The first comprehensive and global report by the World Health Organization (WHO) on epilepsy has painted a very depressing picture on the current status of people that are suffering from epilepsy with most of them not even getting the basic care that costs as low as 5 U.S. dollars for a year per patient.
The report further mentioned that this could cause a much greater risk among sufferers in areas like these than in the industrialized nations.
The WHO has estimated that over 50 million people throughout the world have epilepsy. It is roughly estimated that there might be almost 12 million people suffering from epilepsy in India, which makes it share roughly one-sixth of the burden on the world. Almost 14 out of 1,000 people are bound to be victims of epilepsy in India with greater risks in kids and young adults, and in underdeveloped areas.
Dr. Tarun Dua said that not just medicines, there is also lack of medical specialists in this particular field. In some of the countries, there is merely a single specialist neurosurgeon for the millions of inhabitants and hence there is an obvious need for proper deliverance of treatment via community health centers.

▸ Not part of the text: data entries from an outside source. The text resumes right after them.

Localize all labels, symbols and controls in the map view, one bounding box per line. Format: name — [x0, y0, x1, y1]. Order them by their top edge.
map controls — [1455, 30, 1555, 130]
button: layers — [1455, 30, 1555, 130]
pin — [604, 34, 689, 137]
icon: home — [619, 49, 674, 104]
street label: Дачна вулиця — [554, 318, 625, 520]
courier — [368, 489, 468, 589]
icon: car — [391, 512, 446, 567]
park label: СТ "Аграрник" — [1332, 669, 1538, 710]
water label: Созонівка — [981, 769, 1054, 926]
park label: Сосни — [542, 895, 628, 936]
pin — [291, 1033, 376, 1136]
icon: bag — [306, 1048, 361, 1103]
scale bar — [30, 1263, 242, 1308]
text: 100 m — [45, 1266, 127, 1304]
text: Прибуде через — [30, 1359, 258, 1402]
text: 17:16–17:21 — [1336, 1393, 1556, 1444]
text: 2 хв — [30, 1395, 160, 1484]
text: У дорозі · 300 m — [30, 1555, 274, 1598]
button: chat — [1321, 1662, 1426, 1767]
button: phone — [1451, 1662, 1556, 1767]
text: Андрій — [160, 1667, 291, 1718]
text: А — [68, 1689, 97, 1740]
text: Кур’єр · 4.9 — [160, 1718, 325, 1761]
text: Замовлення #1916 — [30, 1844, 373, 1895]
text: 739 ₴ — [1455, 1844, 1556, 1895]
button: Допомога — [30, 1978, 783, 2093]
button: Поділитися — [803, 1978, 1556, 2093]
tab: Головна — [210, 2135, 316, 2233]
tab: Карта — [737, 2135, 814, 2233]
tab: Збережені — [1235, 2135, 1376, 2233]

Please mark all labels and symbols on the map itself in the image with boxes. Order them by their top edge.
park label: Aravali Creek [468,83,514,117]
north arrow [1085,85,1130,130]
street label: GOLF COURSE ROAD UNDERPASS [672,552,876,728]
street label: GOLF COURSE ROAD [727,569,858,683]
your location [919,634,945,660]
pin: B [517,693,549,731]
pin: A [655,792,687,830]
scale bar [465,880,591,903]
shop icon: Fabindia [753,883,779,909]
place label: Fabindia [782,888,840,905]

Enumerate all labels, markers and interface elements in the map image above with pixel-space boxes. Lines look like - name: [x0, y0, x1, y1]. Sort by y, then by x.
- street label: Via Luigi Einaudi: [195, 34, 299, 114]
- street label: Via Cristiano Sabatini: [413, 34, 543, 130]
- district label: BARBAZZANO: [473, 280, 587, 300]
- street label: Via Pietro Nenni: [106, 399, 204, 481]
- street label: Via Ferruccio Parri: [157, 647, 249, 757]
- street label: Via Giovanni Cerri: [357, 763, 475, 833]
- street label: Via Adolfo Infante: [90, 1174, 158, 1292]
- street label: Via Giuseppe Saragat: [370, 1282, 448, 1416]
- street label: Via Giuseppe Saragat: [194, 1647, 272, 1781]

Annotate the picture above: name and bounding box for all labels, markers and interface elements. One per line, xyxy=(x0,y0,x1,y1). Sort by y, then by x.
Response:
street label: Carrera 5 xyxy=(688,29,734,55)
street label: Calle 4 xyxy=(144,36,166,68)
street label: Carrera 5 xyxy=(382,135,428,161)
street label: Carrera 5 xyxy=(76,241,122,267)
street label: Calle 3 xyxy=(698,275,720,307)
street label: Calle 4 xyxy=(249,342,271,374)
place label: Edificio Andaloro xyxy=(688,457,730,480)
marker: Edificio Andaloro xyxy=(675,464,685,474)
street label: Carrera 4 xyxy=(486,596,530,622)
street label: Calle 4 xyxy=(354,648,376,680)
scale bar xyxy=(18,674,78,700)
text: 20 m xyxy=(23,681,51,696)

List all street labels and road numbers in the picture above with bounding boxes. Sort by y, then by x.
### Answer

She said that the treatment gap for this disease was extremely high. She further added that almost seventy percent of the people that have epilepsy can be seizure-free if accessed to proper medicines that can be given to them with the help of only primary health systems.
Abnormal electric activity in brain sometimes leads to unusual behaviors and sensations or seizures in the sufferer’s body.
In low and middle-income countries, in addition to shortages of medicine, sufferers die prematurely because of lack of access to professional care following seizures, as well as other preventable causes, such as drowning, head injuries and burns.